Oh... you made it all red for us, Mike. Like a rag. Thank you. I didn't notice that before :)

Harold wotsisname must have read my mind before I was born because I also think maths and music are closely related! It's particularly obvious when playing the piano but how clever of him :) Shame he got obsessed by geometry - they do like naming things... *glower* ... a lot, then expecting you to remember more than, "oh look, it's got three sides, it must be a triangle"

AACCGHILLOPRRSTY

SchallgryApricot - angle formed when two chordal arcs fall off their circles and meet in a pointy shape.
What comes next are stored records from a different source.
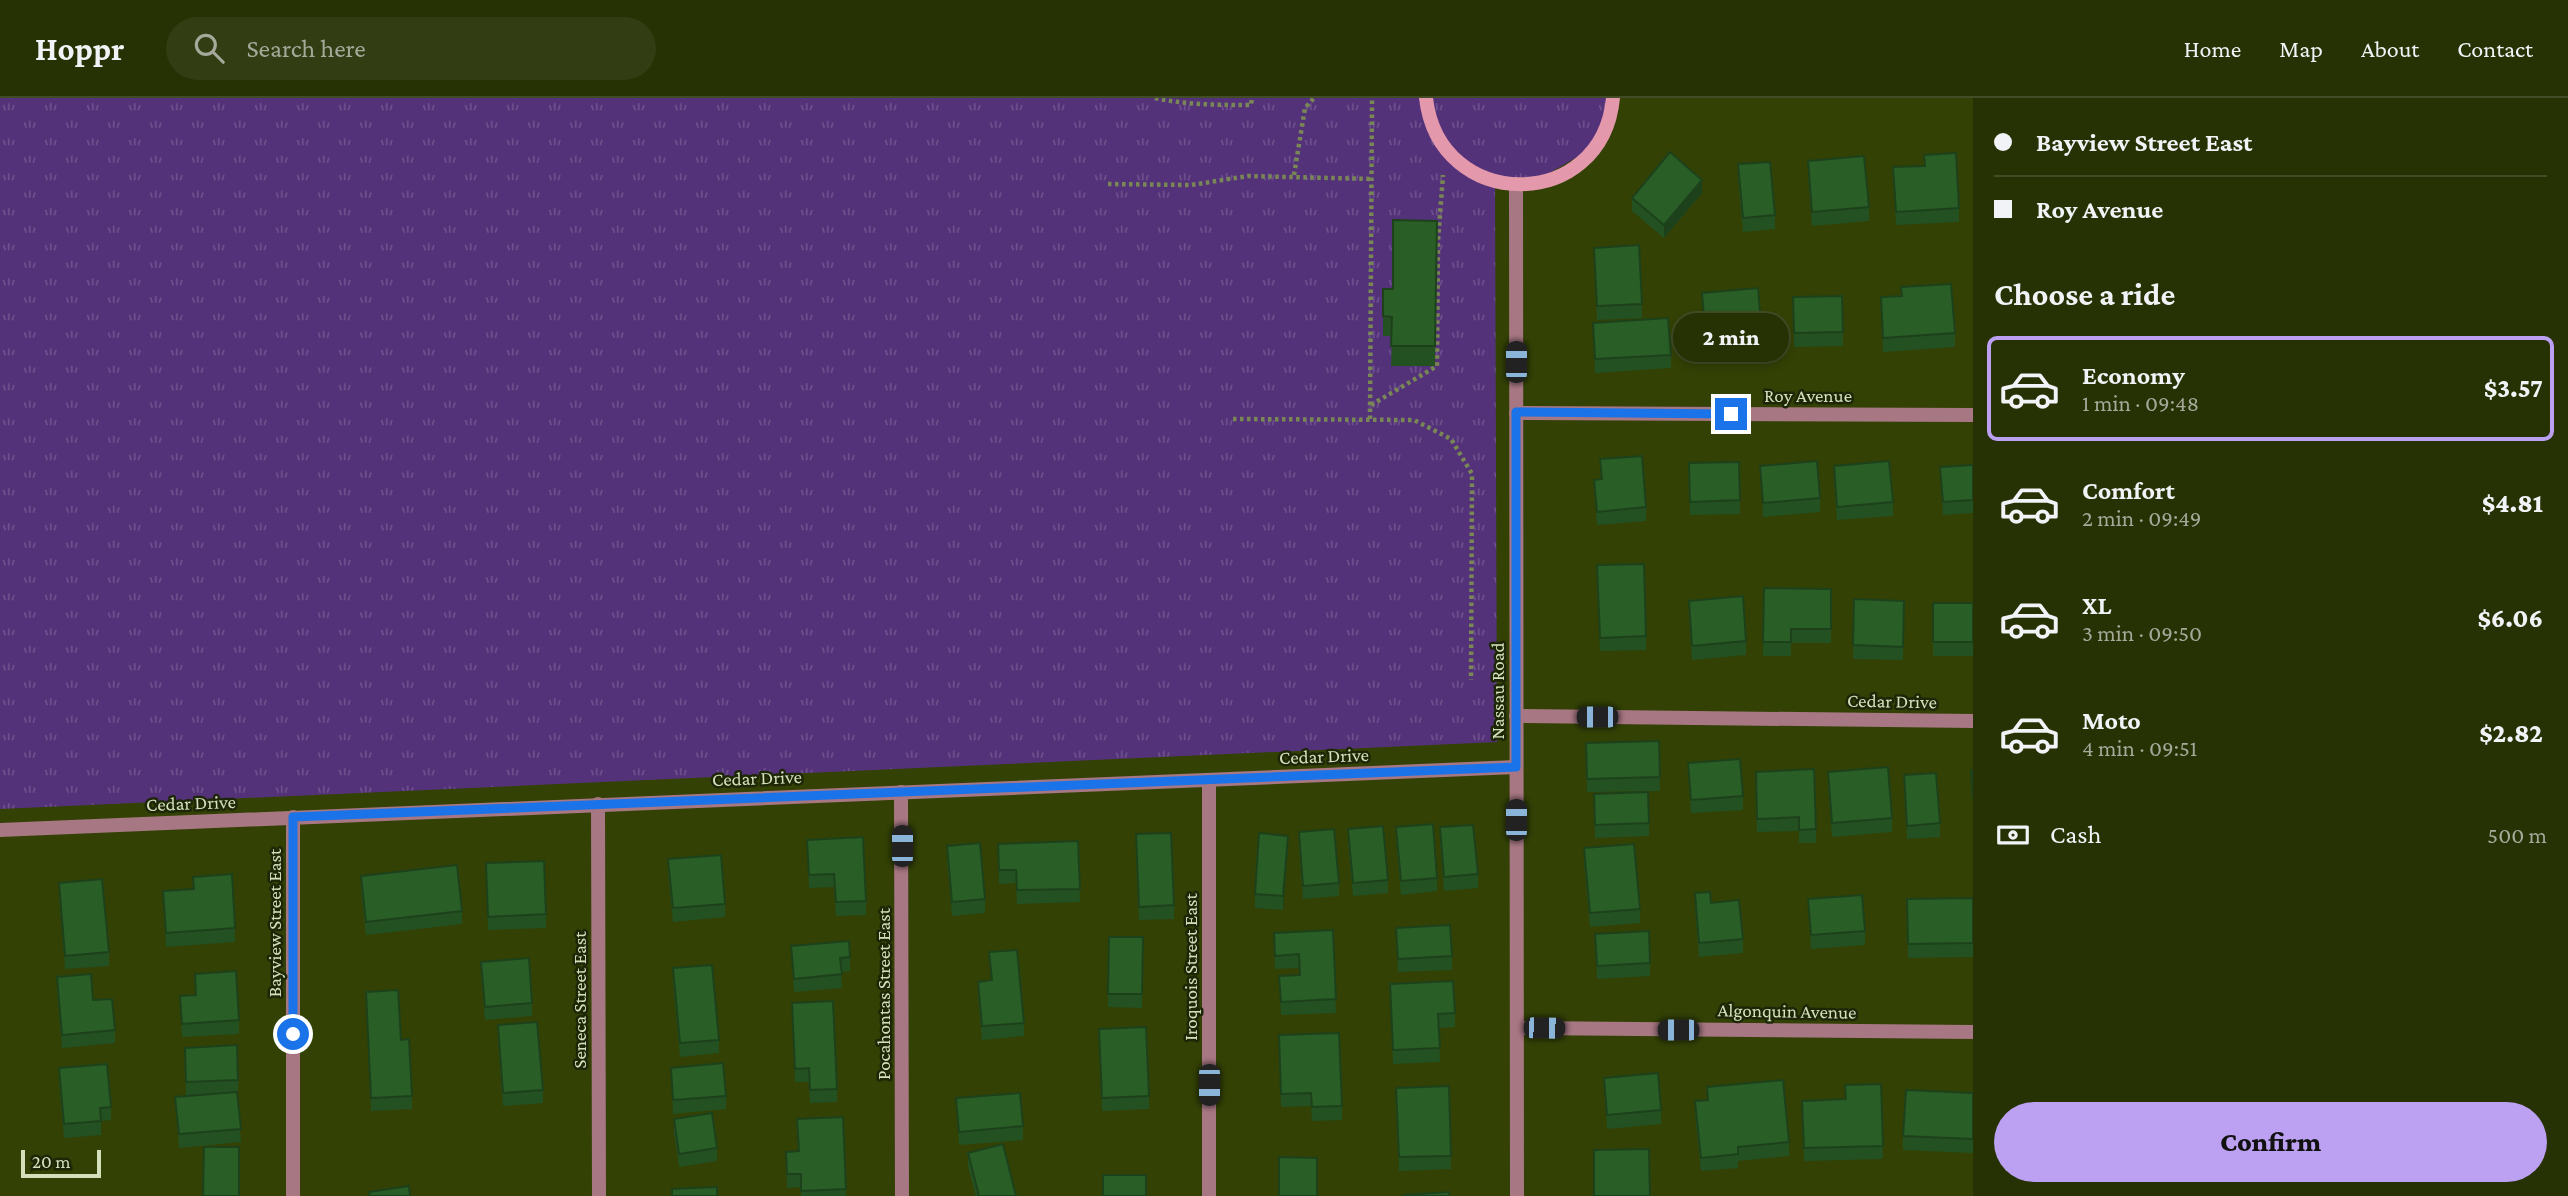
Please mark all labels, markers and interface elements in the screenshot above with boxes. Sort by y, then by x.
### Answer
search box [166,17,656,80]
icon: search [190,29,228,67]
text: Hoppr [35,30,124,67]
text: Search here [246,34,366,63]
text: Home [2184,35,2241,62]
text: Map [2279,35,2323,62]
text: About [2361,35,2419,62]
text: Contact [2457,35,2533,62]
text: Bayview Street East [2036,128,2252,157]
text: Roy Avenue [2036,195,2163,224]
text: Choose a ride [1994,276,2175,312]
callout: 2 min [1673,313,1789,362]
text: 2 min [1703,324,1759,350]
car [1506,341,1527,383]
icon: car [1998,357,2061,420]
text: Economy [2082,361,2185,390]
text: $3.57 [2484,374,2543,403]
street label: Roy Avenue [1764,385,1852,406]
text: 1 min · 09:48 [2082,390,2199,416]
route end [1715,398,1747,430]
icon: car [1998,472,2061,535]
text: Comfort [2082,476,2175,505]
text: $4.81 [2482,489,2543,518]
text: 2 min · 09:49 [2082,505,2201,531]
icon: car [1998,587,2061,650]
text: XL [2082,591,2111,620]
text: $6.06 [2477,604,2543,633]
text: 3 min · 09:50 [2082,620,2202,646]
street label: Nassau Road [1487,642,1508,740]
street label: Cedar Drive [1847,690,1937,712]
icon: car [1998,702,2061,765]
text: Moto [2082,706,2141,735]
car [1577,707,1619,728]
text: $2.82 [2479,719,2543,748]
text: 4 min · 09:51 [2082,735,2197,761]
street label: Cedar Drive [1279,744,1369,768]
street label: Cedar Drive [712,766,802,790]
street label: Cedar Drive [146,791,236,815]
car [1506,799,1527,841]
icon: cash [1994,816,2032,854]
text: Cash [2050,820,2101,849]
text: 500 m [2487,822,2547,848]
car [892,825,913,867]
street label: Bayview Street East [264,848,285,997]
street label: Iroquois Street East [1180,892,1201,1041]
street label: Pocahontas Street East [873,907,894,1080]
street label: Seneca Street East [569,931,590,1068]
street label: Algonquin Avenue [1717,999,1857,1023]
car [1523,1017,1566,1039]
route start [277,1018,309,1050]
car [1658,1020,1700,1041]
car [1199,1064,1220,1106]
button: Confirm [1994,1102,2547,1182]
scale bar [21,1147,102,1179]
text: 20 m [32,1151,71,1172]

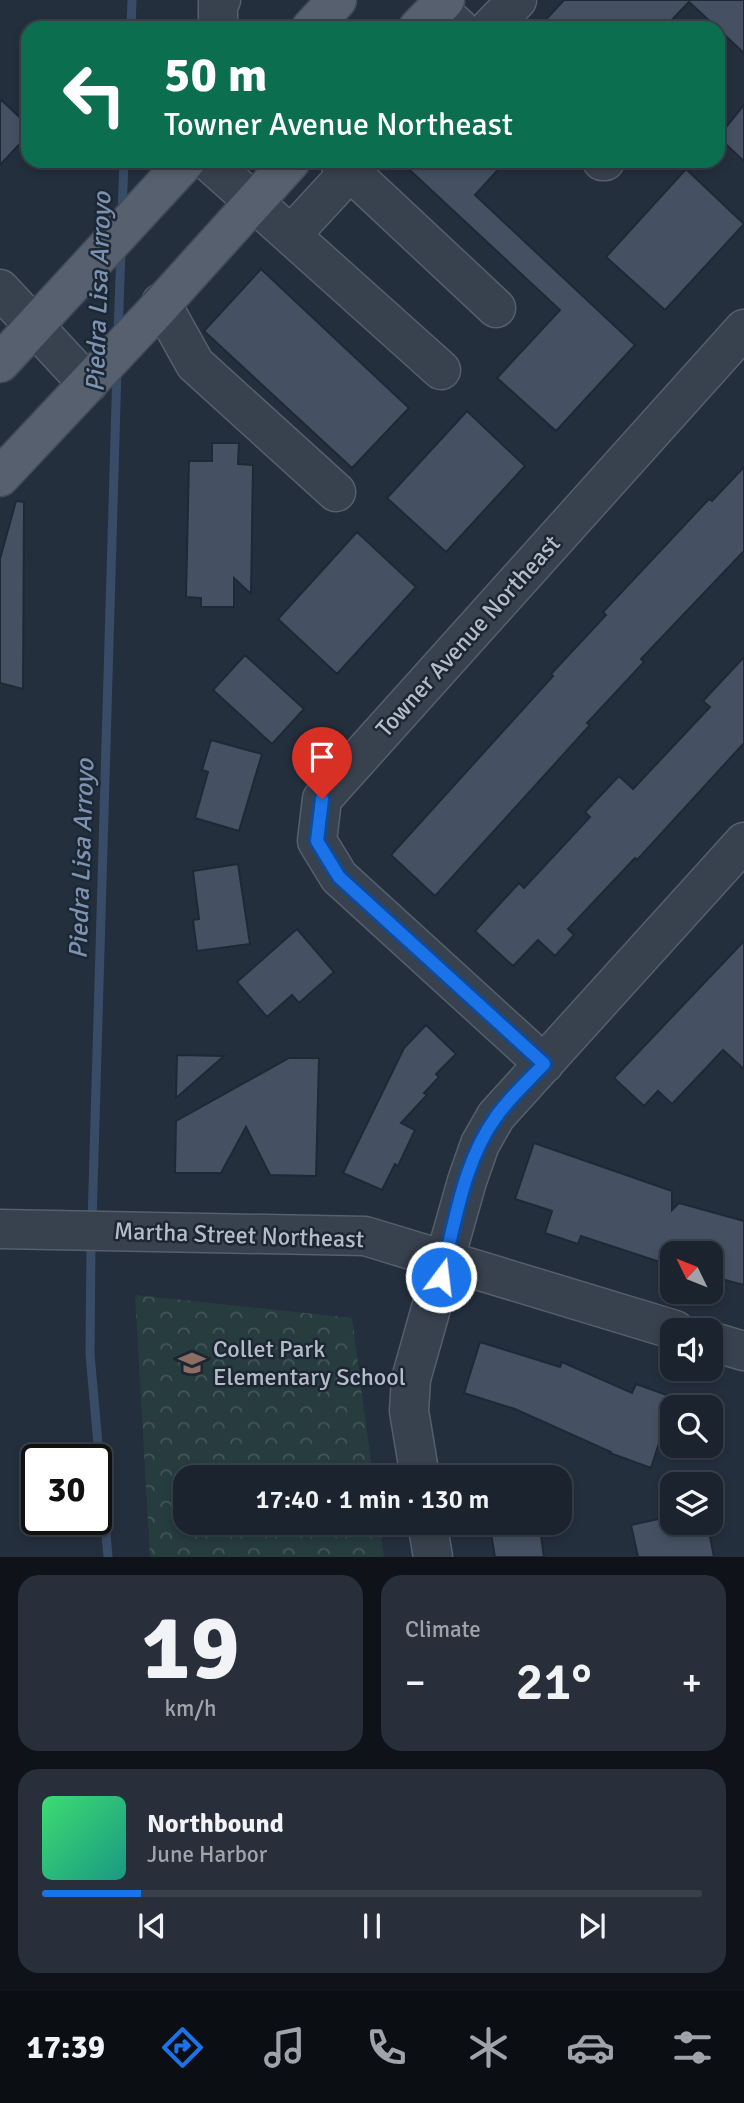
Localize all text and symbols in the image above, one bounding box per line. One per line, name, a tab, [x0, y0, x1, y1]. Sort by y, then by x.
text: 50 m	[164, 45, 267, 105]
icon: left	[49, 49, 140, 140]
text: Towner Avenue Northeast	[164, 105, 513, 144]
water label: Piedra Lisa Arroyo	[80, 190, 119, 393]
street label: Towner Avenue Northeast	[369, 529, 567, 743]
pin	[292, 727, 352, 799]
icon: arrive	[303, 738, 341, 776]
water label: Piedra Lisa Arroyo	[63, 757, 102, 960]
street label: Martha Street Northeast	[113, 1216, 365, 1254]
position arrow	[404, 1240, 478, 1314]
north arrow	[660, 1241, 723, 1304]
map controls	[660, 1241, 723, 1535]
button: sound	[660, 1318, 723, 1381]
place label: Collet Park Elementary School	[213, 1334, 406, 1392]
school or university icon: Collet Park Elementary School	[177, 1348, 207, 1378]
button: search	[660, 1395, 723, 1458]
speed limit sign: 30	[21, 1444, 112, 1535]
button: layers	[660, 1472, 723, 1535]
text: 17:40 · 1 min · 130 m	[256, 1484, 489, 1516]
text: 19	[141, 1592, 240, 1705]
text: Climate	[405, 1615, 481, 1644]
text: 21°	[515, 1650, 592, 1714]
text: −	[405, 1659, 426, 1706]
text: +	[681, 1659, 702, 1706]
text: km/h	[164, 1694, 217, 1723]
text: Northbound	[147, 1808, 284, 1840]
text: June Harbor	[147, 1840, 267, 1869]
icon: previous	[133, 1907, 171, 1945]
icon: pause	[353, 1907, 391, 1945]
icon: next	[573, 1907, 611, 1945]
icon: directions	[158, 2023, 207, 2072]
icon: music	[260, 2023, 309, 2072]
icon: phone	[362, 2023, 411, 2072]
icon: climate	[464, 2023, 513, 2072]
icon: car	[566, 2023, 615, 2072]
icon: filters	[668, 2023, 717, 2072]
text: 17:39	[27, 2028, 105, 2067]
Ccalligrroaphyst - one obsessed with perfect symmetry whilst drawing large polytopes

PyrocllasticArgh - expression of anger after accidentally setting your thesis alight

SplotchyCaralirg - abstract four dimensional orthoplexital icosahedrononym

Stylogrraphiccal - meticulously drawn geometrical shape, with lots of lines and markings and stuff, that proves, without a shadow of doubt, that: the interior angle of a pair of disecting parallel lines through the vertices of an apeirotopic splodge is equal to the external opposite angle of a sheeps hindleg

GothicallyScrarp - to screw up and throw away a disastrously drawn polytope. Except that's a verb. Oh.

Actually...

You may find I was a little... creative with your criteria Mike and that none of them are adjectives... you may also find... that I don't care...

:)

edit:

Quote:
* if he was alive, which he isn't.


...which I suspect he's now grateful for.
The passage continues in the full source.